• _TASK_
Everything in the listing below should be repeated exactly.

• _INFORMATION SUPPLIED_
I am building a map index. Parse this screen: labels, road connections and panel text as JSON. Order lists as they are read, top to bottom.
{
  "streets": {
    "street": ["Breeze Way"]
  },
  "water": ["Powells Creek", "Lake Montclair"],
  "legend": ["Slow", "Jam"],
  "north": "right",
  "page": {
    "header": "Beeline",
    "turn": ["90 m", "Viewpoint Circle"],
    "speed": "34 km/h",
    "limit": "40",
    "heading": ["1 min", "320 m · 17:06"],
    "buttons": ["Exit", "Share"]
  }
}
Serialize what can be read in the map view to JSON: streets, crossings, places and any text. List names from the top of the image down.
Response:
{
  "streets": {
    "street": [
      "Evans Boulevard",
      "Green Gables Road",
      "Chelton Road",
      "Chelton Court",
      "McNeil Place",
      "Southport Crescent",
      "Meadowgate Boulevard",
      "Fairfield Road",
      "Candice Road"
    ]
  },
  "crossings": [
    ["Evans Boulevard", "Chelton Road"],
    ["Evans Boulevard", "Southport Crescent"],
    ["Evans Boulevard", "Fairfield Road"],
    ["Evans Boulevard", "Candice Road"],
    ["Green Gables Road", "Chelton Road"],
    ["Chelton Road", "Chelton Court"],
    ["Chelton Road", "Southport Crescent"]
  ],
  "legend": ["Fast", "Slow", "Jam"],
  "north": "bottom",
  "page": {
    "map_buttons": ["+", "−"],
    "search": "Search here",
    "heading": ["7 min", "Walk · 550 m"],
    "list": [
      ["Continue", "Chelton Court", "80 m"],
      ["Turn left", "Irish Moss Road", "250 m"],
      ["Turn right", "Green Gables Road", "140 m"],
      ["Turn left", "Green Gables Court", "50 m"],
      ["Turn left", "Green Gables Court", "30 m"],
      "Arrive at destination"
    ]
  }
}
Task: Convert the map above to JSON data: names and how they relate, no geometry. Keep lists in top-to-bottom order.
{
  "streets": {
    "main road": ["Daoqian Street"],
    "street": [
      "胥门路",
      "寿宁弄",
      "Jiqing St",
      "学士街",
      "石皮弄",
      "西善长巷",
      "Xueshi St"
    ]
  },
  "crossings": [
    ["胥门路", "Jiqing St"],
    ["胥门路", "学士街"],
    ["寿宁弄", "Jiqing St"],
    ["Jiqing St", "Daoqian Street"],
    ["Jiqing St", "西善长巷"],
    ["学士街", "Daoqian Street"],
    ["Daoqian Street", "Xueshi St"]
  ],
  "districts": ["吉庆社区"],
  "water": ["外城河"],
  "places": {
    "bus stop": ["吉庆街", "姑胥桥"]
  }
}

• _SOLUTION FOR THIS TASK_
I am building a map index. Parse this screen: labels, road connections and panel text as JSON. Order lists as they are read, top to bottom.
{
  "streets": {
    "street": ["Breeze Way"]
  },
  "water": ["Powells Creek", "Lake Montclair"],
  "legend": ["Slow", "Jam"],
  "north": "right",
  "page": {
    "header": "Beeline",
    "turn": ["90 m", "Viewpoint Circle"],
    "speed": "34 km/h",
    "limit": "40",
    "heading": ["1 min", "320 m · 17:06"],
    "buttons": ["Exit", "Share"]
  }
}
Serialize what can be read in the map view to JSON: streets, crossings, places and any text. List names from the top of the image down.
Response:
{
  "streets": {
    "street": [
      "Evans Boulevard",
      "Green Gables Road",
      "Chelton Road",
      "Chelton Court",
      "McNeil Place",
      "Southport Crescent",
      "Meadowgate Boulevard",
      "Fairfield Road",
      "Candice Road"
    ]
  },
  "crossings": [
    ["Evans Boulevard", "Chelton Road"],
    ["Evans Boulevard", "Southport Crescent"],
    ["Evans Boulevard", "Fairfield Road"],
    ["Evans Boulevard", "Candice Road"],
    ["Green Gables Road", "Chelton Road"],
    ["Chelton Road", "Chelton Court"],
    ["Chelton Road", "Southport Crescent"]
  ],
  "legend": ["Fast", "Slow", "Jam"],
  "north": "bottom",
  "page": {
    "map_buttons": ["+", "−"],
    "search": "Search here",
    "heading": ["7 min", "Walk · 550 m"],
    "list": [
      ["Continue", "Chelton Court", "80 m"],
      ["Turn left", "Irish Moss Road", "250 m"],
      ["Turn right", "Green Gables Road", "140 m"],
      ["Turn left", "Green Gables Court", "50 m"],
      ["Turn left", "Green Gables Court", "30 m"],
      "Arrive at destination"
    ]
  }
}
Task: Convert the map above to JSON data: names and how they relate, no geometry. Keep lists in top-to-bottom order.
{
  "streets": {
    "main road": ["Daoqian Street"],
    "street": [
      "胥门路",
      "寿宁弄",
      "Jiqing St",
      "学士街",
      "石皮弄",
      "西善长巷",
      "Xueshi St"
    ]
  },
  "crossings": [
    ["胥门路", "Jiqing St"],
    ["胥门路", "学士街"],
    ["寿宁弄", "Jiqing St"],
    ["Jiqing St", "Daoqian Street"],
    ["Jiqing St", "西善长巷"],
    ["学士街", "Daoqian Street"],
    ["Daoqian Street", "Xueshi St"]
  ],
  "districts": ["吉庆社区"],
  "water": ["外城河"],
  "places": {
    "bus stop": ["吉庆街", "姑胥桥"]
  }
}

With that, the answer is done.